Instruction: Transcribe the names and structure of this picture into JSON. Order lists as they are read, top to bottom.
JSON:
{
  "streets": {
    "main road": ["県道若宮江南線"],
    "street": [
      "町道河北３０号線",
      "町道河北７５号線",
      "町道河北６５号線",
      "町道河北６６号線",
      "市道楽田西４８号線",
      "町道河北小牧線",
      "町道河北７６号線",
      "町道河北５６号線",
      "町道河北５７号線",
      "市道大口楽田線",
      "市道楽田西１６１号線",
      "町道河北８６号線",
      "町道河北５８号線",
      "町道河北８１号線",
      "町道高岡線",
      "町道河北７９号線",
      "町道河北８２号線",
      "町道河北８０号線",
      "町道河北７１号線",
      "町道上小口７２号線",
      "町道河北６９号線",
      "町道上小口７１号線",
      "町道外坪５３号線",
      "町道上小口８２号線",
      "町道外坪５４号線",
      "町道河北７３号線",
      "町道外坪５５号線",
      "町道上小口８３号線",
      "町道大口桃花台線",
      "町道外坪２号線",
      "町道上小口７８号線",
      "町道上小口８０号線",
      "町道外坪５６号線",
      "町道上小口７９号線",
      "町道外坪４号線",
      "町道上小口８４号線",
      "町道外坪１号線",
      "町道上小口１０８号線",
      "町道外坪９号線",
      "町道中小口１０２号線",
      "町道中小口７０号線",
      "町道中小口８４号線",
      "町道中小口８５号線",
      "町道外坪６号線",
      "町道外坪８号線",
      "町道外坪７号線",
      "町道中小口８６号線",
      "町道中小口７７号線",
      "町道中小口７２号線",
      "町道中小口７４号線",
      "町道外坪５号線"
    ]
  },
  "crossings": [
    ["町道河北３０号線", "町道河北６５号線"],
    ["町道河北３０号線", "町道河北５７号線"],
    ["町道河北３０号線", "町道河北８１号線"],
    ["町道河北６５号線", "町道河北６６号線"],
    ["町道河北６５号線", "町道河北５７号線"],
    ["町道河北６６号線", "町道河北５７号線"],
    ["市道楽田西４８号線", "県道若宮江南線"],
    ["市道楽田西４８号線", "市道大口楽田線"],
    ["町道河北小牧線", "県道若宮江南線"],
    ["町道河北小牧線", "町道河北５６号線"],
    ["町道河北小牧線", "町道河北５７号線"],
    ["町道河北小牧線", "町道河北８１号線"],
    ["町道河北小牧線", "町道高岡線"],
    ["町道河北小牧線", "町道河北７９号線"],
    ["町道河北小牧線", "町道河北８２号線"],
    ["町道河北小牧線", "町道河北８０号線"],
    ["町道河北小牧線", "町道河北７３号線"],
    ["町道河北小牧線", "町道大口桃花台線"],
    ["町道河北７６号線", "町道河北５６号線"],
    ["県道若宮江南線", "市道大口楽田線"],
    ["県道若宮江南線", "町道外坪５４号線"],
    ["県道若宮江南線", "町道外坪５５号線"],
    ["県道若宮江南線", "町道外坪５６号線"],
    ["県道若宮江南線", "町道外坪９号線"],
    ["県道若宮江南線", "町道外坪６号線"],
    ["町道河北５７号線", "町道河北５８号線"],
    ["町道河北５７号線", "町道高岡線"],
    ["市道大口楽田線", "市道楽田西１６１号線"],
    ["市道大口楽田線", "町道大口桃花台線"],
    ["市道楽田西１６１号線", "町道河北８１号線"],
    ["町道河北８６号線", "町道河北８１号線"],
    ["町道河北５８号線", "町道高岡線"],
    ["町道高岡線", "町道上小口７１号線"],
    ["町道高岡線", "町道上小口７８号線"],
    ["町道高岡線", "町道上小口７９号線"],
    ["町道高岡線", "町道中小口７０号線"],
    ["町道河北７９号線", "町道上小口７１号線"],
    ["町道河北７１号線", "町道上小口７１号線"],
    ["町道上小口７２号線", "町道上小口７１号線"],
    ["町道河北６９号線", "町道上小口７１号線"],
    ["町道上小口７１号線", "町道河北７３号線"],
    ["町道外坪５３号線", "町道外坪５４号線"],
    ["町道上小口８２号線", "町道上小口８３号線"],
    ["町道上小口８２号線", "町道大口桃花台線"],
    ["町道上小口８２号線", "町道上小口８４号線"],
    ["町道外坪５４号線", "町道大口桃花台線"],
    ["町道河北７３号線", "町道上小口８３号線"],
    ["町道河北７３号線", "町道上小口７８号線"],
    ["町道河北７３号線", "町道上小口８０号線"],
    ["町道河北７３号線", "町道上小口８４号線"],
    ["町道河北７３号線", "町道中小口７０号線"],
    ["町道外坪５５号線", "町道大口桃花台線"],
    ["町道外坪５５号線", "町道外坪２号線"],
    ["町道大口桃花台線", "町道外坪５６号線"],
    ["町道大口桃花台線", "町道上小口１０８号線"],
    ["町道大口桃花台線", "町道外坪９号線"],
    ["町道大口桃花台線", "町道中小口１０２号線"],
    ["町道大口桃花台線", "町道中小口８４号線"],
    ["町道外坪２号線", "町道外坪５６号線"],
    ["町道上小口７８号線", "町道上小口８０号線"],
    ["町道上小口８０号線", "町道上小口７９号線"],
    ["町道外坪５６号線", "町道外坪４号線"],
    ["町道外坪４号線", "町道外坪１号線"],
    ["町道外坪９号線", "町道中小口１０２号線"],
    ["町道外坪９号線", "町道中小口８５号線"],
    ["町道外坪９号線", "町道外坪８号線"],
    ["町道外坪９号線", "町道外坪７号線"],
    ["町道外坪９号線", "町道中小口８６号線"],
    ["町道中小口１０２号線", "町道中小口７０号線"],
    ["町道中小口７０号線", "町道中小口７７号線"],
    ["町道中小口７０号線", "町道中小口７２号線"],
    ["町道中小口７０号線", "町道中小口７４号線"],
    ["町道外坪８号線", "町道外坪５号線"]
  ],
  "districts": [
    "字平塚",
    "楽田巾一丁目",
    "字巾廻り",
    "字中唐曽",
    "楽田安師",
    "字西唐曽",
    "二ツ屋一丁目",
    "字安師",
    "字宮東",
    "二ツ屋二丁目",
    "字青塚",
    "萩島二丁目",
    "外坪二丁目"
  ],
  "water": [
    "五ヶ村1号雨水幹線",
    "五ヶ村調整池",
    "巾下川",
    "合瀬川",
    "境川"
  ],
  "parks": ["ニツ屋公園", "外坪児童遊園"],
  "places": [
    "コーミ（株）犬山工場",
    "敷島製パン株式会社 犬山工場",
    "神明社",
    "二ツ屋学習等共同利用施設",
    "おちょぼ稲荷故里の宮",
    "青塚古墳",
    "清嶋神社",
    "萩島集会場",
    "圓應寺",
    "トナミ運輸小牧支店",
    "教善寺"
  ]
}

[Instructions for the task] Go through the material above and copy each line that has the word "町道河北小牧線".

[Answer to the exercise]
      "町道河北小牧線",
    ["町道河北小牧線", "県道若宮江南線"],
    ["町道河北小牧線", "町道河北５６号線"],
    ["町道河北小牧線", "町道河北５７号線"],
    ["町道河北小牧線", "町道河北８１号線"],
    ["町道河北小牧線", "町道高岡線"],
    ["町道河北小牧線", "町道河北７９号線"],
    ["町道河北小牧線", "町道河北８２号線"],
    ["町道河北小牧線", "町道河北８０号線"],
    ["町道河北小牧線", "町道河北７３号線"],
    ["町道河北小牧線", "町道大口桃花台線"],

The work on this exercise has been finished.